If you wish to only allow users of a specific LDAP group to log in to Immuta, you can add that group's dn to the userSearchFilter attribute. In the example below, only the members of the Immuta group will be authenticated.

plugins:
  ldapGroupsIAM:
    id: ldap
    plugin: ldap
    displayName: LDAP
    type: ldap
    credentials:
      bind_dn: cn=bind_user,dc=yourcompany,dc=com
      bind_pw: abcdefghijklmnopqrstuzwxyz
    supportedActions: ['syncGroups', 'syncAuthorizations']
    options:
      useSSL: true
      host: your.host.com
      port: 636
      debug: false
      userSearchBase: dc=immuta,dc=com
      userSearchFilter: (&(uid=%s)(memberOf=cn=Immuta,dc=yourcompany,dc=com))
      rejectUnauthorized: true
      sslRequestCert: true
      sslKeyFile: /path/to/your/sslKey.key
      sslCertFile: /path/to/your/sslCert.crt
      sslCaFile: /path/to/your/sslCa.crt
    schema:
      profile:
        name: cn
        email: mail
        phone: telephoneNumber
      group:
        name: cn
        gid: gidNumber
        description: description
      authorizations:
        sn: sn
    defaultPermissions:
    - CREATE_DATA_SOURCE

Note that in this example, the full dn of the Immuta group is cn=Immuta,dc=yourcompany,dc=com. You will need to specify the full dn of your desired group in order for filtering to work.

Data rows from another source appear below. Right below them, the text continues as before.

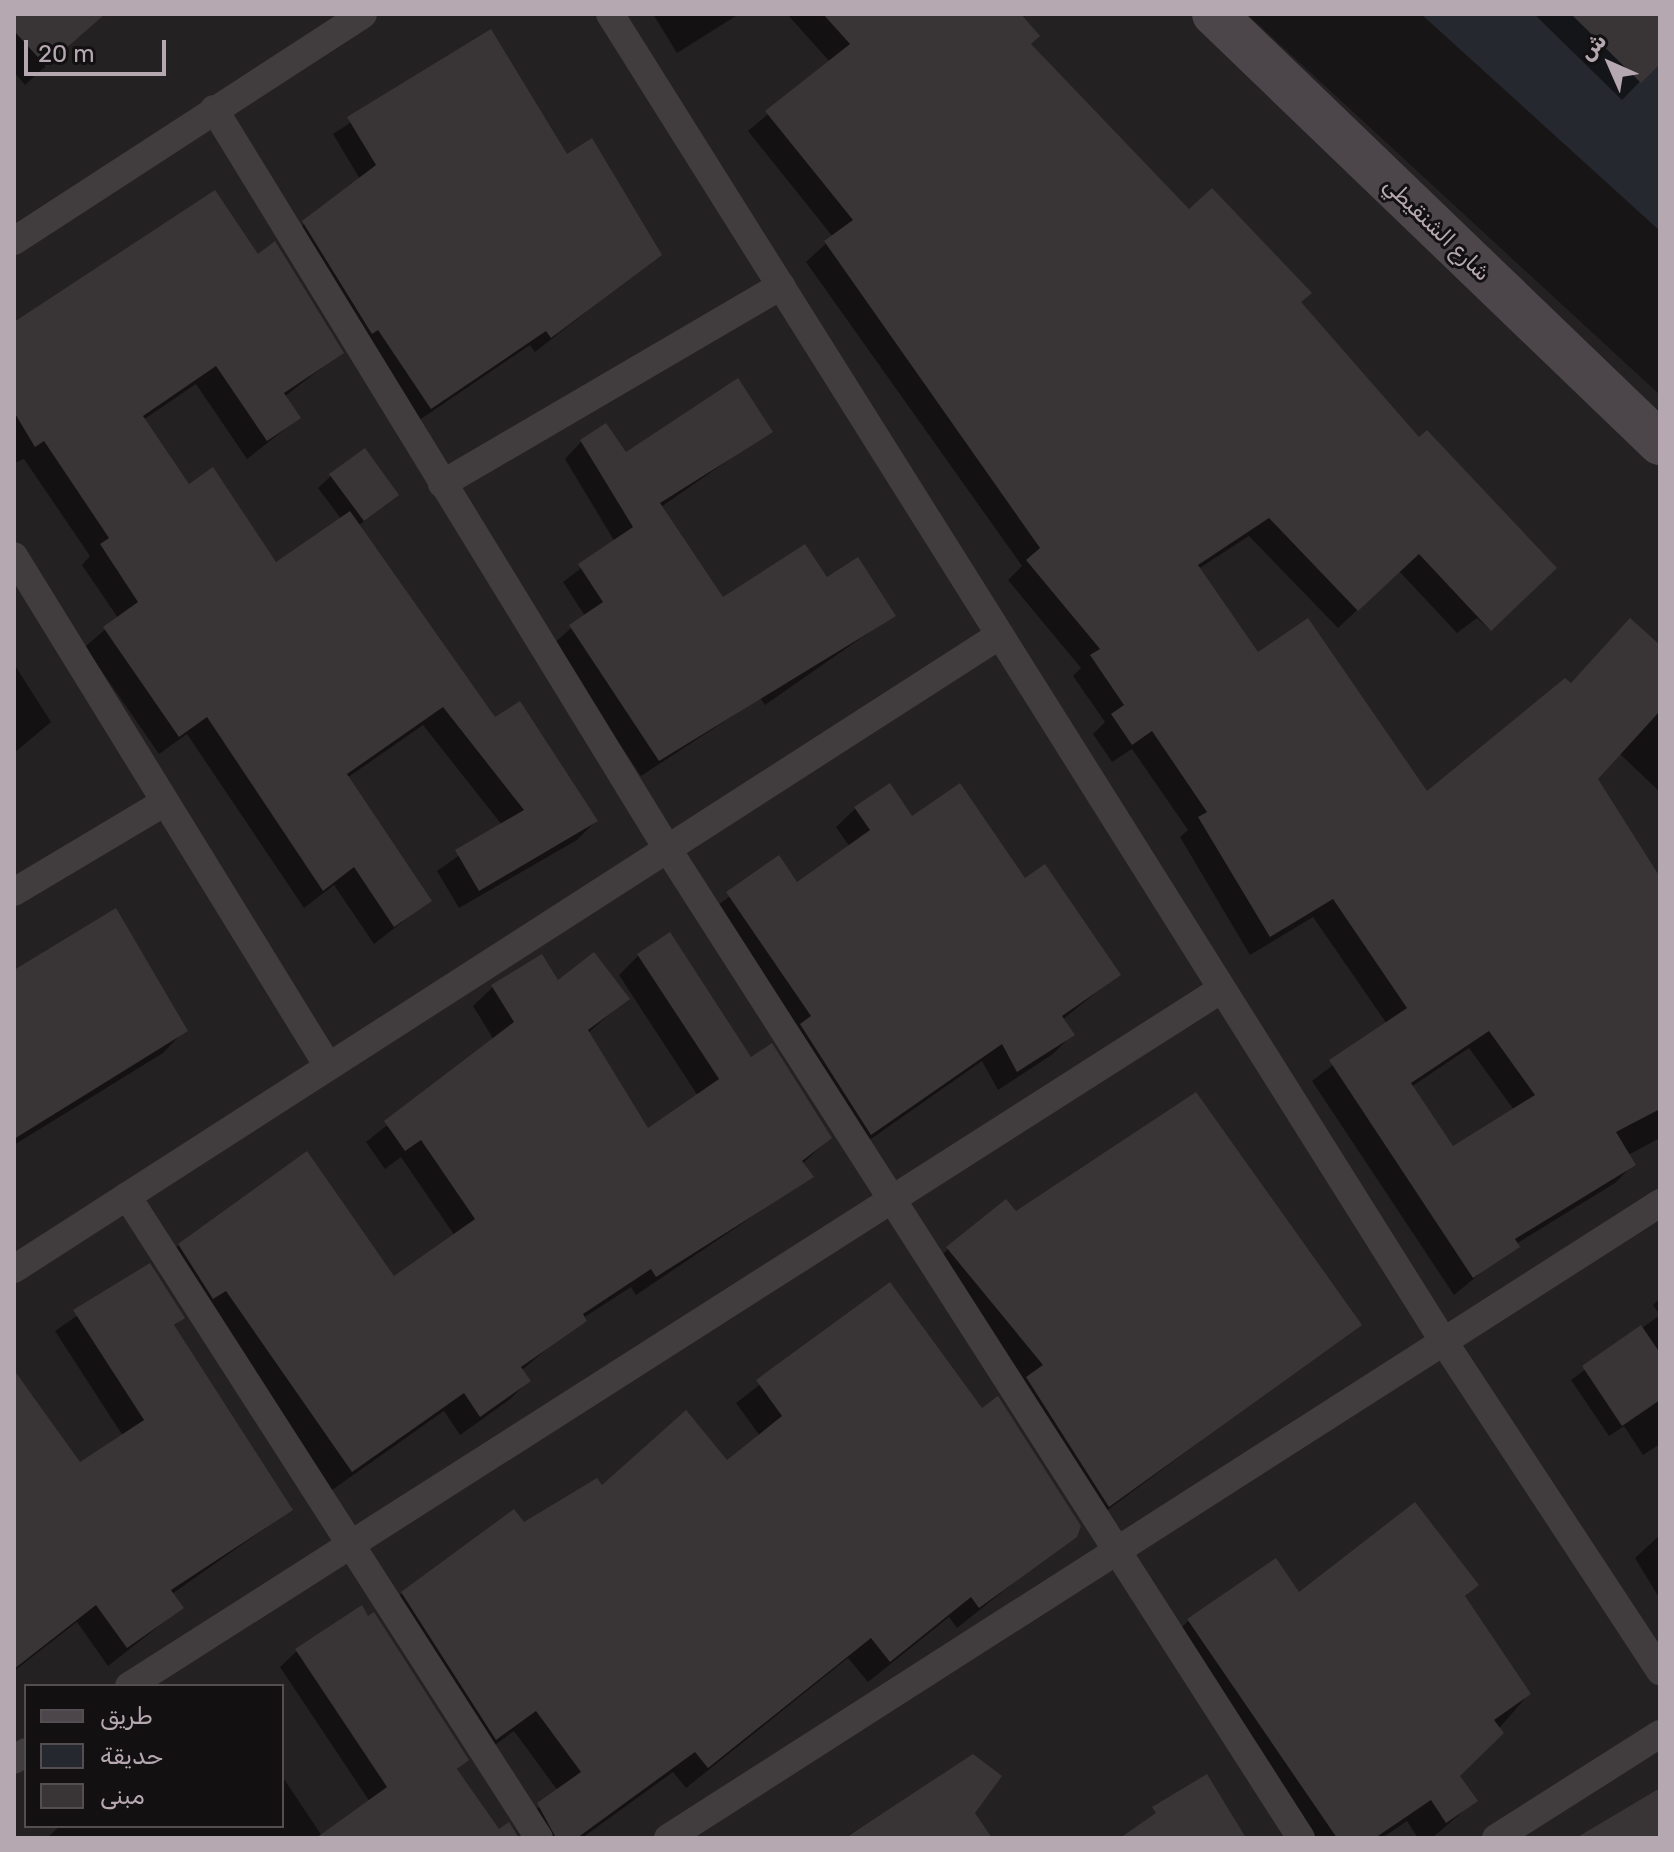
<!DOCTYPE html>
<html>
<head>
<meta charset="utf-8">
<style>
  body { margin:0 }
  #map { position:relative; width:1674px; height:1852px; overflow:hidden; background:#171516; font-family:Rubik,"Noto Sans Arabic",sans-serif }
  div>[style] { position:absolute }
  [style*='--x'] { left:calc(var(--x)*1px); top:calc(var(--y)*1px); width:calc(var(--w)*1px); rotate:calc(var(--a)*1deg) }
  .built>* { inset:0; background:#242122 }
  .green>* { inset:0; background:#26282f }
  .shadow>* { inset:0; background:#0007 }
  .building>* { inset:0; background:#393537 }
  .lane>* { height:28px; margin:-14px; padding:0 14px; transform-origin:14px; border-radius:14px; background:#413c3e }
  .secondary>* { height:44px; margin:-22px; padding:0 22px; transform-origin:22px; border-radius:22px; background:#4c4549 }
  span { translate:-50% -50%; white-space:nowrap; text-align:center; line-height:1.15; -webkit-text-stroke:6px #121011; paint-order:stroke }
  .street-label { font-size:22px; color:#b6a8b1 }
  .frame { position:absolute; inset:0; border:16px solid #b6a8b1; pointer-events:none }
  .legend { position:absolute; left:24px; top:1684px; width:260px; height:144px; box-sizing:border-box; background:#121011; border:2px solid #544d51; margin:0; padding:10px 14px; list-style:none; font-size:24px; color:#b6a8b1 }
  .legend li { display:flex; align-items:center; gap:16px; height:40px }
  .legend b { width:40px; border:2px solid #544d51 }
  .north { position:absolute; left:1570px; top:24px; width:80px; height:80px; -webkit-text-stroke:6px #121011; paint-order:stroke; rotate:315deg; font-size:22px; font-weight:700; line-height:32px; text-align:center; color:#b6a8b1 }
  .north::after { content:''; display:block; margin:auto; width:28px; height:36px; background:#b6a8b1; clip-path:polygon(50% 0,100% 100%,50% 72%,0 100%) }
  .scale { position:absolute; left:24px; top:40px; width:142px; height:36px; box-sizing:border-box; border:4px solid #b6a8b1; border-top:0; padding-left:10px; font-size:24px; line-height:28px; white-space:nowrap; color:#b6a8b1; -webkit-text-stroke:6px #121011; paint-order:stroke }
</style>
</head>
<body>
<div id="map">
  <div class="built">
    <div style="clip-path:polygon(evenodd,14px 14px,1247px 14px,1660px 395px,1660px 1838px,14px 1838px,14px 14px,26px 1686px,282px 1686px,282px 1826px,26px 1826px,26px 1686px)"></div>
  </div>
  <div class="green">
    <div style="clip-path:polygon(1421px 14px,1660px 14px,1660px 231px)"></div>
  </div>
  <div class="shadow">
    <div style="clip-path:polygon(14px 14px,103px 14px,25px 85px,14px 72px)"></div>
    <div style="clip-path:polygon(653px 14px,739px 14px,677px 53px)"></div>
    <div style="clip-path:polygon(evenodd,787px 14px,1018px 14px,1028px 45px,1189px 212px,1299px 303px,1536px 586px,1490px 630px,1477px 618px,1457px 633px,1399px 571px,1338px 628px,1249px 536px,1198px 569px,1258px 655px,1426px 794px,1660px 881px,1660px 1138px,1628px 1155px,1634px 1164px,1615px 1183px,1516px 1244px,1454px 1295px,1312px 1081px,1387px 1024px,1313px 917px,1250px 955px,1180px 837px,1188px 830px,1132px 749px,1112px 762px,1093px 734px,1105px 722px,1073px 676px,1081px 668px,1008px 580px,1022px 566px,806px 262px,833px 237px,748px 131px,830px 62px,787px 14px,1469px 1048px,1514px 1110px,1452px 1149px,1411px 1087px,1469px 1048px)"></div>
    <div style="clip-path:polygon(1534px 14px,1660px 14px,1660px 61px,1622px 100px)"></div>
    <div style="clip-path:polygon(490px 32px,566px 157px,659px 255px,535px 352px,530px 345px,415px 423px,288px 237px,360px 179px,333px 134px)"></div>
    <div style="clip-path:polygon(257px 257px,341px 353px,284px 397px,299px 418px,247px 459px,196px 384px,143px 420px,188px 486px,276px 565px,342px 520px,318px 488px,331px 476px,397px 494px,358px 526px,495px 720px,596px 821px,577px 840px,459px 908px,437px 871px,502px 825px,423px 725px,347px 778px,429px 901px,374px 944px,334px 885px,304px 908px,187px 734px,159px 754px,85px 647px,118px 618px,82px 565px,90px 556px,24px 459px,14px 463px,14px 324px)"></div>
    <div style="clip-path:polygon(770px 431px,661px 507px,722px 599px,826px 580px,894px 615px,765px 705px,760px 698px,641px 776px,553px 644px,585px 616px,563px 582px,615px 542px,565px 459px,581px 442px,626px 455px)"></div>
    <div style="clip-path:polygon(1660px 647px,1660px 792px,1560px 697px)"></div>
    <div style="clip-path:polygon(14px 664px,51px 722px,14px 753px)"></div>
    <div style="clip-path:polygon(856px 808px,911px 819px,1025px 881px,1118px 975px,1062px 1020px,1072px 1035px,1053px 1054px,998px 1090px,982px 1061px,851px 1153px,708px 913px,779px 858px,797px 885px,850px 847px,836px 827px)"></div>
    <div style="clip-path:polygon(639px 955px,830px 1138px,802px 1164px,811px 1177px,636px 1295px,631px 1287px,583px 1318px,522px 1370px,529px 1381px,509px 1400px,460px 1435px,444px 1411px,332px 1490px,160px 1264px,179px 1245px,394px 1279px,455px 1236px,401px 1157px,385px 1169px,366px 1142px,494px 1040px,473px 1006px,493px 987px,557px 983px,627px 999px,588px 1033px,647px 1130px,698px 1096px,619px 975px)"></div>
    <div style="clip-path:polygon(14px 973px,185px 1030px,163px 1053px,14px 1145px)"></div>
    <div style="clip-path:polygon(1015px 1214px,1359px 1324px,1090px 1523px,930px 1267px,948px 1249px)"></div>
    <div style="clip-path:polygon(149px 1266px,183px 1318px,173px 1327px,291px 1510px,172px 1594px,182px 1608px,108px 1666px,77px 1622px,14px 1671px,14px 1374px,79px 1465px,123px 1436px,55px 1331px)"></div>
    <div style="clip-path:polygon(890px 1285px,1057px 1548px,957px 1628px,949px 1617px,868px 1682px,848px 1658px,686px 1788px,673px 1772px,582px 1838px,523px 1838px,516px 1826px,558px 1791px,514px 1731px,474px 1760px,381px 1615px,402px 1593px,601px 1488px,727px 1463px,760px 1436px,736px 1403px)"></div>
    <div style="clip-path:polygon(1660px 1298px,1660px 1444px,1643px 1455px,1624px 1426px,1609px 1436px,1571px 1380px,1660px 1315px,1653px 1305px)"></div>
    <div style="clip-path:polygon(1660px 1535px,1660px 1599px,1635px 1558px)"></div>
    <div style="clip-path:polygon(1476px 1585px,1464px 1598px,1529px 1694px,1457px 1776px,1475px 1801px,1432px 1838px,1418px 1838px,1407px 1821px,1382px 1838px,1298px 1838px,1166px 1644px,1189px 1620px,1299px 1595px)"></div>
    <div style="clip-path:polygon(297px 1651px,466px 1760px,456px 1771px,503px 1838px,47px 1838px,60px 1826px,282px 1826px,282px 1776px,322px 1836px,370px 1802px,280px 1667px)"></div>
    <div style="clip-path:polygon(973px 1756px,973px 1812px,989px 1838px,844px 1838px)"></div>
  </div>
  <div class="building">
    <div style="clip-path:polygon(14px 14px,105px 14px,46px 66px,14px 31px)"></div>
    <div style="clip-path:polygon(evenodd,823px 14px,1021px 14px,1040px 36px,1031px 44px,1189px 209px,1212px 188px,1312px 293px,1301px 302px,1419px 437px,1427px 430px,1557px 568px,1491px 631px,1419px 554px,1358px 611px,1269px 518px,1198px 565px,1258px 652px,1308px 618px,1427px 791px,1565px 678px,1571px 683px,1630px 618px,1660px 645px,1660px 711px,1598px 779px,1660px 877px,1660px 1109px,1616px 1132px,1636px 1165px,1515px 1239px,1520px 1247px,1473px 1278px,1329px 1060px,1407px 1008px,1333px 899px,1270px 937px,1198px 817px,1207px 812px,1152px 731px,1132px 745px,1111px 714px,1124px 705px,1090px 655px,1100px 649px,1026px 560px,1040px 548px,824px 241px,853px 220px,765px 111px,850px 44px,823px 14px,1489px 1031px,1535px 1095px,1453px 1146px,1411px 1083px,1489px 1031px)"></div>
    <div style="clip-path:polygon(1571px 14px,1660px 14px,1660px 64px,1641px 83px)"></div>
    <div style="clip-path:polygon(491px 29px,567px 154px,592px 138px,662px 255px,551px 338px,546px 331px,431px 409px,378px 330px,372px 334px,302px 221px,376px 165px,347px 117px)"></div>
    <div style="clip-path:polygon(215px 190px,258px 254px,275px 241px,344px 353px,284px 393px,301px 418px,267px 441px,216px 366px,143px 416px,189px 484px,213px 467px,276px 562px,350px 511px,495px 717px,520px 701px,598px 821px,479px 891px,455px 850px,524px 810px,443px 707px,347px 774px,432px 901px,394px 927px,354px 867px,323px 891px,207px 717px,179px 737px,103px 627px,138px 602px,100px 544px,109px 538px,44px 441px,35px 447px,14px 412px,14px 322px)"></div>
    <div style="clip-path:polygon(738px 378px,773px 432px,660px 503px,723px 597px,805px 544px,827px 577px,858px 557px,896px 616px,659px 761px,569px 625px,603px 602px,578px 564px,633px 527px,580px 440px,606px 423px,626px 452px)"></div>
    <div style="clip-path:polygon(365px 448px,399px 495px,364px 521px,329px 474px)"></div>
    <div style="clip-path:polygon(890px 783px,912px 816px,960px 783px,1025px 878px,1045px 864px,1121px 975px,1062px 1016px,1075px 1035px,1017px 1072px,1002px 1044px,871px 1135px,800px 1024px,811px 1016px,726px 892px,779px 855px,797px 882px,870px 830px,854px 807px)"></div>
    <div style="clip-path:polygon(116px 908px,188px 1031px,14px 1139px,14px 970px)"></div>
    <div style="clip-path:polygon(670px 932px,751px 1057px,772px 1043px,832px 1138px,802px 1161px,814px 1177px,656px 1277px,651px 1269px,583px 1314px,587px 1321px,521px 1367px,531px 1381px,480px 1417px,464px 1393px,352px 1472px,226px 1291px,213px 1299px,178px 1244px,307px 1151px,394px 1276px,475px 1219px,421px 1140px,405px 1151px,384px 1121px,514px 1022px,491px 985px,542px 954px,558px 980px,594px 952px,630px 999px,588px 1030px,648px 1128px,719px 1079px,637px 954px)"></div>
    <div style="clip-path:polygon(1196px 1092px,1362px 1325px,1109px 1507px,1026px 1377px,1043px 1365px,946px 1247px,1006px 1199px,1016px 1211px)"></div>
    <div style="clip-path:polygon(150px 1263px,185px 1318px,174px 1325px,293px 1510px,171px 1590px,184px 1608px,127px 1648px,96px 1605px,14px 1669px,14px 1370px,80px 1462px,144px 1420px,73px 1310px)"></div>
    <div style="clip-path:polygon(890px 1282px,982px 1408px,998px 1396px,1081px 1526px,1077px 1537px,979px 1608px,971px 1597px,890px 1662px,871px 1638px,708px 1768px,695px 1752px,577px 1838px,556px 1838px,537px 1803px,581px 1772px,536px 1711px,496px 1740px,401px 1592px,514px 1509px,524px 1522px,597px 1478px,602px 1485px,686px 1410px,727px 1460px,782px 1416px,756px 1380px)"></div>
    <div style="clip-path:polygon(1641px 1325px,1660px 1353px,1660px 1400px,1622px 1426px,1582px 1366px)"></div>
    <div style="clip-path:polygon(1415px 1502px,1479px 1585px,1465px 1596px,1531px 1694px,1494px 1720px,1504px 1733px,1460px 1776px,1478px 1801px,1446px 1823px,1431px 1800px,1375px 1838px,1337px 1838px,1187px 1619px,1276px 1558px,1299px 1592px)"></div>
    <div style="clip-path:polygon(362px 1605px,368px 1616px,374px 1612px,469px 1760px,457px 1769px,499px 1829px,509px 1822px,519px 1838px,316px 1838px,387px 1787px,295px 1649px)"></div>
    <div style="clip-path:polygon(973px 1754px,1002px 1776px,975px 1813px,992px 1838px,845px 1838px)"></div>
    <div style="clip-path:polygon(1207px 1774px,1246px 1838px,1120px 1838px,1156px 1813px,1152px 1807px)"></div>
    <div style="clip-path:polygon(1660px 1788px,1660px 1838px,1576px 1838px)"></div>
  </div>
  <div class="lane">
    <div style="--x:610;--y:14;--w:1568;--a:57.87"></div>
    <div style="--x:1444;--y:1342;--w:394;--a:56.7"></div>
    <div style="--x:214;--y:109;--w:863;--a:58.5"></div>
    <div style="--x:665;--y:845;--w:1179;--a:57.36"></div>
    <div style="--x:14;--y:241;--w:416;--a:-33"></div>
    <div style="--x:442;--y:484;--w:393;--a:-30.3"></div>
    <div style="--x:14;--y:556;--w:599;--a:58.38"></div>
    <div style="--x:14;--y:892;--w:176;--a:-30.8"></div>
    <div style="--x:127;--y:1196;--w:763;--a:57.31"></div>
    <div style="--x:14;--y:1269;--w:1172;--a:-32.74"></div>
    <div style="--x:129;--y:1686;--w:1296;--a:-32.53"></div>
    <div style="--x:14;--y:1760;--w:14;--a:-34"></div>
    <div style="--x:668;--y:1838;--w:1178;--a:-32.62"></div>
    <div style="--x:1496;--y:1838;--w:194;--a:-32.4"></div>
  </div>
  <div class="secondary">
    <div style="--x:1214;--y:14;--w:619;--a:43.89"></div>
  </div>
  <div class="street-label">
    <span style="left:1437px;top:229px;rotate:44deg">شارع الشنقيطي</span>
  </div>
  <div class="frame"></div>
  <ul class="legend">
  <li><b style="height:10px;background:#4c4549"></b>طريق</li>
  <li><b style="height:22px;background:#26282f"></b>حديقة</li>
  <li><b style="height:22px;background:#393537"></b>مبنى</li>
  </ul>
  <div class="north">ش</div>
  <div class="scale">20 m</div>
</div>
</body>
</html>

Migrating LDAP Users' Postgres Accounts

To link users' IAM and Postgres accounts,

  1. Click the Admin icon in the left sidebar, and select the Users tab.
  2. Click the Migrate LDAP Users' Postgres Accounts button in the top left corner.

    Migrate LDAP Users' Postgres Accounts

    Note: For this button to appear, you must specify link_postgres in the IAM configuration.

  3. Click Confirm to execute the change.

    Confirm Postgres User Account Deletion

After this process completes, users' Postgres credentials will be replaced by their LDAP credentials, which they can then use to log in to Postgres.